**EXERCISE INSTRUCTIONS:** Transcribe the records verbatim, images excluded.

**DATA IN THIS EXERCISE:**
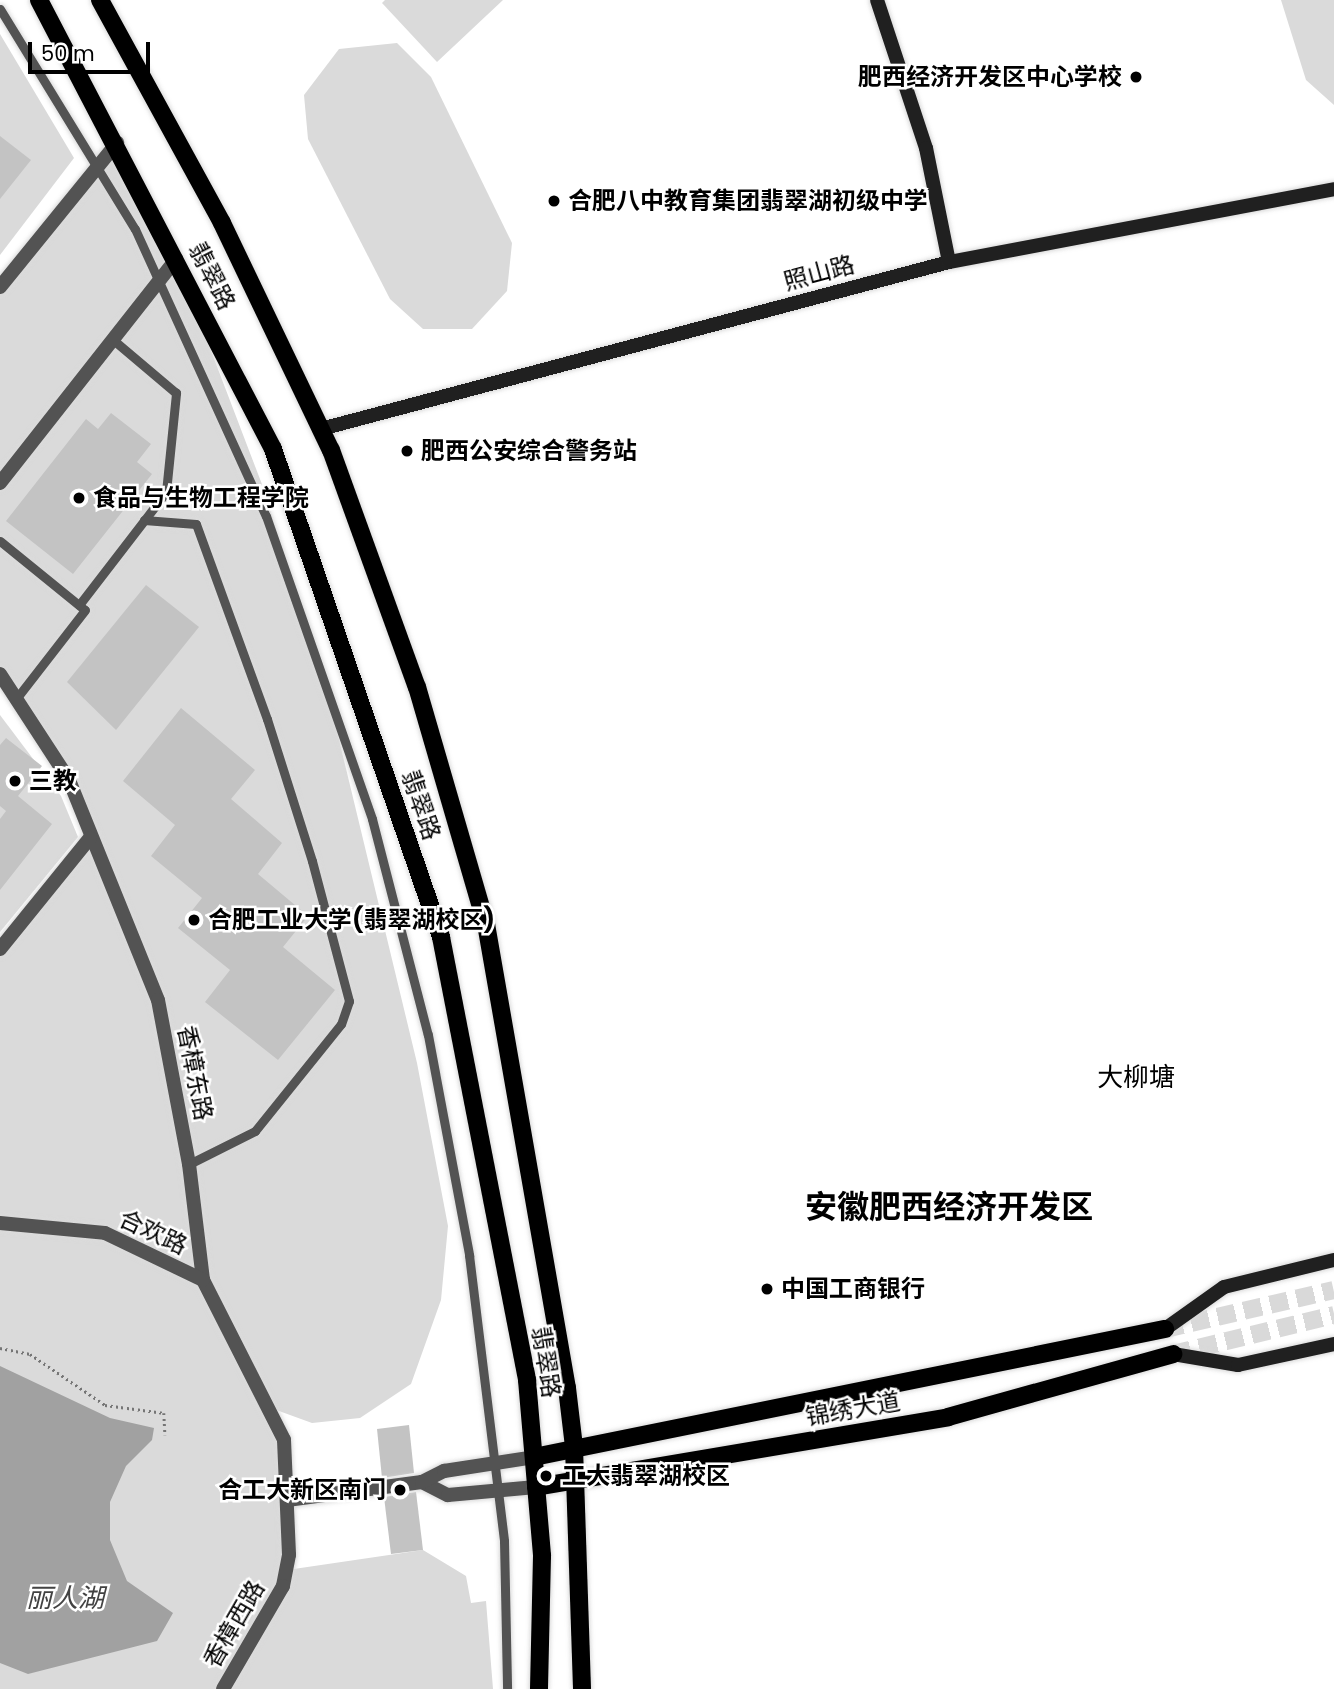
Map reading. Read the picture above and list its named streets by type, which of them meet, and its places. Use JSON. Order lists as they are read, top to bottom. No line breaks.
{"streets":{"main road":["翡翠路","锦绣大道"],"street":["照山路","香樟东路","合欢路","香樟西路"]},"crossings":[["照山路","翡翠路"],["翡翠路","锦绣大道"],["香樟东路","合欢路"],["香樟东路","香樟西路"]],"districts":["大柳塘","安徽肥西经济开发区"],"water":["丽人湖"],"places":["肥西经济开发区中心学校","合肥八中教育集团翡翠湖初级中学","肥西公安综合警务站","食品与生物工程学院","三教","合肥工业大学(翡翠湖校区)","中国工商银行","工大翡翠湖校区","合工大新区南门"],"scale_bar":"50 m"}
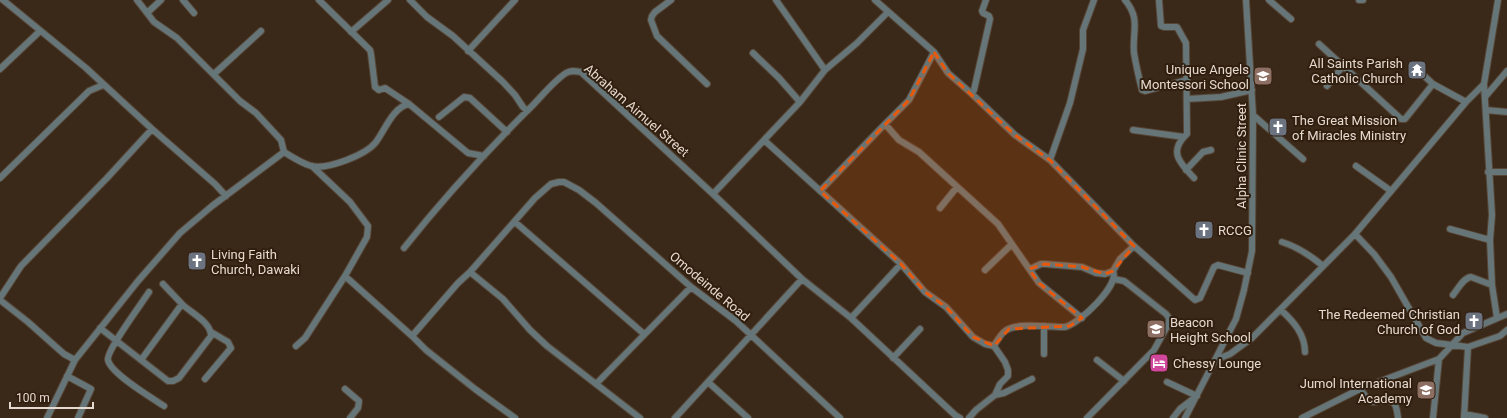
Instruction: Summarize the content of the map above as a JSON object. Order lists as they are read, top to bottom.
{
  "streets": {
    "street": ["Abraham Aimuel Street", "Alpha Clinic Street", "Omodeinde Road"]
  },
  "places": {
    "temple": ["All Saints Parish Catholic Church"],
    "school or university": ["Unique Angels Montessori School", "Beacon Height School", "Jumol International Academy"],
    "church": [
      "The Great Mission of Miracles Ministry",
      "RCCG",
      "Living Faith Church, Dawaki",
      "The Redeemed Christian Church of God"
    ],
    "hotel": ["Chessy Lounge"]
  },
  "scale_bar": "100 m"
}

**EXPECTED ANSWER:**
Map reading. Read the picture above and list its named streets by type, which of them meet, and its places. Use JSON. Order lists as they are read, top to bottom. No line breaks.
{"streets":{"main road":["翡翠路","锦绣大道"],"street":["照山路","香樟东路","合欢路","香樟西路"]},"crossings":[["照山路","翡翠路"],["翡翠路","锦绣大道"],["香樟东路","合欢路"],["香樟东路","香樟西路"]],"districts":["大柳塘","安徽肥西经济开发区"],"water":["丽人湖"],"places":["肥西经济开发区中心学校","合肥八中教育集团翡翠湖初级中学","肥西公安综合警务站","食品与生物工程学院","三教","合肥工业大学(翡翠湖校区)","中国工商银行","工大翡翠湖校区","合工大新区南门"],"scale_bar":"50 m"}
Instruction: Summarize the content of the map above as a JSON object. Order lists as they are read, top to bottom.
{
  "streets": {
    "street": ["Abraham Aimuel Street", "Alpha Clinic Street", "Omodeinde Road"]
  },
  "places": {
    "temple": ["All Saints Parish Catholic Church"],
    "school or university": ["Unique Angels Montessori School", "Beacon Height School", "Jumol International Academy"],
    "church": [
      "The Great Mission of Miracles Ministry",
      "RCCG",
      "Living Faith Church, Dawaki",
      "The Redeemed Christian Church of God"
    ],
    "hotel": ["Chessy Lounge"]
  },
  "scale_bar": "100 m"
}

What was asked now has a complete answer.